Adeus, Meu Pedro
Capítulo 2
O meu carro parou de repente na autoestrada.
Fumo branco saía do capô.
Eu estava a caminho do hospital, a minha bolsa de água tinha acabado de romper.
Liguei para o meu marido, Pedro, mas a chamada foi direta para o correio de voz.
Liguei para a minha sogra, Laura, e ela atendeu rapidamente, a sua voz cheia de preocupação.
"Catarina? O que se passa, querida? Já estás no hospital?"
"Mãe, o carro avariou na A5, a caminho de Cascais. A bolsa rompeu. Não consigo contactar o Pedro."
A voz dela ficou tensa.
"Não te preocupes, vou já para aí. Vou tentar ligar ao Pedro. Mantém a calma, respira fundo."
Desliguei e tentei ligar ao Pedro mais dez vezes.
Todas as chamadas foram para o correio de voz.
O pânico começou a instalar-se. As contrações estavam a ficar mais fortes.
Olhei para o trânsito que passava. Ninguém parava. Eu estava sozinha.
Finalmente, a minha sogra ligou de volta.
"Catarina, não consigo falar com o Pedro. O telemóvel dele deve estar sem bateria. A Sofia ligou-me há pouco, em pânico."
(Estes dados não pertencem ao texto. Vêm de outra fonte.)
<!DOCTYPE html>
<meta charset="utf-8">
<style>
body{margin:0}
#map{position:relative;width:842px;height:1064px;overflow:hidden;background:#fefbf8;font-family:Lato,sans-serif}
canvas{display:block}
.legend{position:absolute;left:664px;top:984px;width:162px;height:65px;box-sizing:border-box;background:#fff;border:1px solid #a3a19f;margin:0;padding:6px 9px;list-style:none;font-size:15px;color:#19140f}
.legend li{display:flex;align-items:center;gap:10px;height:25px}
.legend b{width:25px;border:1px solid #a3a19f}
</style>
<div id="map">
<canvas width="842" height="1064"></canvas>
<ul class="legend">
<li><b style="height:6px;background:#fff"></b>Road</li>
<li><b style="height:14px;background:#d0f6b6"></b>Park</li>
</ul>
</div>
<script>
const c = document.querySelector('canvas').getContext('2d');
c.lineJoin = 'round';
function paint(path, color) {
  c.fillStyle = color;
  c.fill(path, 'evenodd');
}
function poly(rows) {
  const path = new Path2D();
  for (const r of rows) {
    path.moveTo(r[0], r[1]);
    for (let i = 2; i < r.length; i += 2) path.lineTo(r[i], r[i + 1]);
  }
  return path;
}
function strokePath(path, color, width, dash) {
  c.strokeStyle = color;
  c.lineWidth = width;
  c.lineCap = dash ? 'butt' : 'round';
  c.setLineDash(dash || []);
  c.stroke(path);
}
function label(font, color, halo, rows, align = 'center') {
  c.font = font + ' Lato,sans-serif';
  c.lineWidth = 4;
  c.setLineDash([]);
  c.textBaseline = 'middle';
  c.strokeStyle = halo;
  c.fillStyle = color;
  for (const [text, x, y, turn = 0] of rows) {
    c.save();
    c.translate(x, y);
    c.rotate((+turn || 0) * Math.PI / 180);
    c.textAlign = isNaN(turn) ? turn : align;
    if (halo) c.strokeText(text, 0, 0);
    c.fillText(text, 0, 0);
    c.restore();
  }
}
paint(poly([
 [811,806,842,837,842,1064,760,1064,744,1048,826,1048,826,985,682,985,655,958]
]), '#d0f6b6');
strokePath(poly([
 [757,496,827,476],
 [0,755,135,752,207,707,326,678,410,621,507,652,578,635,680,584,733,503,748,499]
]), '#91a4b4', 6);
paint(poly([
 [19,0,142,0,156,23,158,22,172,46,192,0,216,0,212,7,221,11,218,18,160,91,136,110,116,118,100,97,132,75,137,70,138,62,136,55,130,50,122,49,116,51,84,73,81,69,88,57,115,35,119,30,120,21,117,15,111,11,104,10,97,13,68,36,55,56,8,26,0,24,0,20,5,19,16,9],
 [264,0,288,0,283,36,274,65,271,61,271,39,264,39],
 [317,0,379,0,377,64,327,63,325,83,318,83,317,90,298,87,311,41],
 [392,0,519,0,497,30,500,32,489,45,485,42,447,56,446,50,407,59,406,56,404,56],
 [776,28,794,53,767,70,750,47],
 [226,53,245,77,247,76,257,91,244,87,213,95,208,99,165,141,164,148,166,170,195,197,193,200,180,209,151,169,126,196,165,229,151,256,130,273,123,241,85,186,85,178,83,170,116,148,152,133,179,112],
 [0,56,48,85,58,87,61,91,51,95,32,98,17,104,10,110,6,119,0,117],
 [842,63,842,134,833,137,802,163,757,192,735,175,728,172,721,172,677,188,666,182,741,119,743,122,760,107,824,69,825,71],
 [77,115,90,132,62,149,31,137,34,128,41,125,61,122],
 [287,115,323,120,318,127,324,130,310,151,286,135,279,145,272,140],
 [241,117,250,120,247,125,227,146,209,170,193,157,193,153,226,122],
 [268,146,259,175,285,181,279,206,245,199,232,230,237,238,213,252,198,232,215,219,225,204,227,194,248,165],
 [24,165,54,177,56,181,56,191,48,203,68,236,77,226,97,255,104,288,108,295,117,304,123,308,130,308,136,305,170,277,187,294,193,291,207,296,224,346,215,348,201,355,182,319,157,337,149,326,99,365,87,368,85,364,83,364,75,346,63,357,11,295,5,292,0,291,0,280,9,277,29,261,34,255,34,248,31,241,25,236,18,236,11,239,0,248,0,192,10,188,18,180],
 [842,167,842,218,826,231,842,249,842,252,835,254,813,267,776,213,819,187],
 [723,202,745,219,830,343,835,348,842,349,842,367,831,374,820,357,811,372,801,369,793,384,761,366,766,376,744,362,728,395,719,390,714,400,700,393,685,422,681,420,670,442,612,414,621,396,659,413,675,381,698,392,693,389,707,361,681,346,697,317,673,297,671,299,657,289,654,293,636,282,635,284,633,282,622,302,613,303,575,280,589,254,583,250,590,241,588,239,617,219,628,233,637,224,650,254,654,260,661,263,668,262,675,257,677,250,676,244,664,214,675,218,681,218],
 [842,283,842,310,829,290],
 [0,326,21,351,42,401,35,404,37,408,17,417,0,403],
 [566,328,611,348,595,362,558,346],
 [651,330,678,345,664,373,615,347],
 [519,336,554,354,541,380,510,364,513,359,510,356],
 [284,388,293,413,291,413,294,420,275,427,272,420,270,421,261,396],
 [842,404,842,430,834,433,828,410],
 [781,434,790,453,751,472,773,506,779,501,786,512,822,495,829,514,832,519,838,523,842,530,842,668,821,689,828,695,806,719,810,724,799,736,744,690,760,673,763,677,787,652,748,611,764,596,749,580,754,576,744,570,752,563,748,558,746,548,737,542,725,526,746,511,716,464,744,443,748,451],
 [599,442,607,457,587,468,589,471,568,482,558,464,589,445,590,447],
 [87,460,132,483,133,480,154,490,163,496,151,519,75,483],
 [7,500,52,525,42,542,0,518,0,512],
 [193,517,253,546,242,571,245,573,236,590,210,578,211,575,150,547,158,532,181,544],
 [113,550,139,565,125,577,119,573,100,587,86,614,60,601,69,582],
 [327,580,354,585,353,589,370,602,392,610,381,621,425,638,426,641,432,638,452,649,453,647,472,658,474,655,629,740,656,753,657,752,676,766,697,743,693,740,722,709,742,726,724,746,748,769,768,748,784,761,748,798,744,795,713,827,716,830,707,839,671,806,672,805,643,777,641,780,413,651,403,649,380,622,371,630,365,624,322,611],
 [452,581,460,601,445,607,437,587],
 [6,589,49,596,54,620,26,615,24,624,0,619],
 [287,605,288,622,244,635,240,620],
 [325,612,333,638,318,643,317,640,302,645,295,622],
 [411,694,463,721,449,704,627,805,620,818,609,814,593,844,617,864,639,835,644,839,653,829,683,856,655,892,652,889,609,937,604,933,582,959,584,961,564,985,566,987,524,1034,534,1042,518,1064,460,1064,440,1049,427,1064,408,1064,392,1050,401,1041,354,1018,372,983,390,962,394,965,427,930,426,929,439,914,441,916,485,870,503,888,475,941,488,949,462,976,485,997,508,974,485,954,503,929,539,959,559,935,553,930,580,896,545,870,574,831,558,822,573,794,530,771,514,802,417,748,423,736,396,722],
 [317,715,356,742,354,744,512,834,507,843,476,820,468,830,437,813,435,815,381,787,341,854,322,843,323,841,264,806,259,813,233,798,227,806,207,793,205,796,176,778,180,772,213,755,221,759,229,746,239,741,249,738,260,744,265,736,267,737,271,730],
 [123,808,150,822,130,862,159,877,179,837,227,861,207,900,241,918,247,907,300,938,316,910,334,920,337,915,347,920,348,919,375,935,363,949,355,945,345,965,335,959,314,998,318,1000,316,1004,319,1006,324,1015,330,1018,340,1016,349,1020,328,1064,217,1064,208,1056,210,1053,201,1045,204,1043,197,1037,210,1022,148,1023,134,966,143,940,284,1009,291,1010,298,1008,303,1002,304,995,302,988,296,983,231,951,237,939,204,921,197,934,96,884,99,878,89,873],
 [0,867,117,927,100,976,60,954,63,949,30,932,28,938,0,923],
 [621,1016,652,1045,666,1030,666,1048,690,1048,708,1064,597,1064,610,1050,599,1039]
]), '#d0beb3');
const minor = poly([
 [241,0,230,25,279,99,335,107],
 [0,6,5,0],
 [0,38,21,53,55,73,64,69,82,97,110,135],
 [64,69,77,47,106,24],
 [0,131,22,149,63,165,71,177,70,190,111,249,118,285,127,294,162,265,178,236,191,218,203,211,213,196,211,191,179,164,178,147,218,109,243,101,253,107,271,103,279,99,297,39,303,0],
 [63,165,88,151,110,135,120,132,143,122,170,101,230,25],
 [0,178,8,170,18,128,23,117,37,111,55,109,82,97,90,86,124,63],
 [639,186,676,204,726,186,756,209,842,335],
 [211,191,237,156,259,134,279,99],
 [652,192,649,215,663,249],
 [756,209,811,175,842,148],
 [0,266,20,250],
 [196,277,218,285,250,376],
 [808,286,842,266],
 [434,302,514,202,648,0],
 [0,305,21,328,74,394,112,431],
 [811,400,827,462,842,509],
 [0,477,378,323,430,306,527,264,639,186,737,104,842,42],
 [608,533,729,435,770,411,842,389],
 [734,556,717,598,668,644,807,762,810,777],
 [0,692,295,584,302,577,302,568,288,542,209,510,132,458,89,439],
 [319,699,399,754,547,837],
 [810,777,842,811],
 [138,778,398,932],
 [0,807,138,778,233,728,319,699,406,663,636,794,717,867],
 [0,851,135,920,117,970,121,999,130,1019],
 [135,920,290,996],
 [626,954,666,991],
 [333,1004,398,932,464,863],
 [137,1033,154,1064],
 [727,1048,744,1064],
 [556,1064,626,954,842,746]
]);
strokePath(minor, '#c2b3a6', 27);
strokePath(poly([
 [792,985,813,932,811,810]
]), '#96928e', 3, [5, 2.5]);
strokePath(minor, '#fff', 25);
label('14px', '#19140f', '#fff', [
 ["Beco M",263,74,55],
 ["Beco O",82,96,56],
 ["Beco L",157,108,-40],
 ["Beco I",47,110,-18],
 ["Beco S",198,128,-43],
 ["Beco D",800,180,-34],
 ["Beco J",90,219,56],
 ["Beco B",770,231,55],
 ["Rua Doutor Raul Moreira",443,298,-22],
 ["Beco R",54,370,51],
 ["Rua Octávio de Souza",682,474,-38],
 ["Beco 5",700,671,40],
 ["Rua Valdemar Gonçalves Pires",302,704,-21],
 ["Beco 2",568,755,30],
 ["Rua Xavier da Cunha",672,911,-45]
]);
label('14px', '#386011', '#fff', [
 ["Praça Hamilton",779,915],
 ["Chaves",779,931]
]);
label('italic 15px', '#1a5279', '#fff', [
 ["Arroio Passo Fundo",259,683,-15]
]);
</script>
Sofia. A prima do Pedro. A sua melhor amiga.
"Ela estava a fazer surf na Praia do Guincho e a prancha partiu-se. Bateu com a cabeça numa rocha. O Pedro foi para lá, ele era o mais próximo."
A minha respiração ficou presa na garganta. Guincho ficava na direção oposta.
"Ele está com ela agora no hospital. Parece que ela engoliu muita água e está com uma pequena concussão. Não é nada de grave, mas ela estava muito assustada."
Uma pequena concussão.
Eu estava a entrar em trabalho de parto, sozinha, no meio de uma autoestrada.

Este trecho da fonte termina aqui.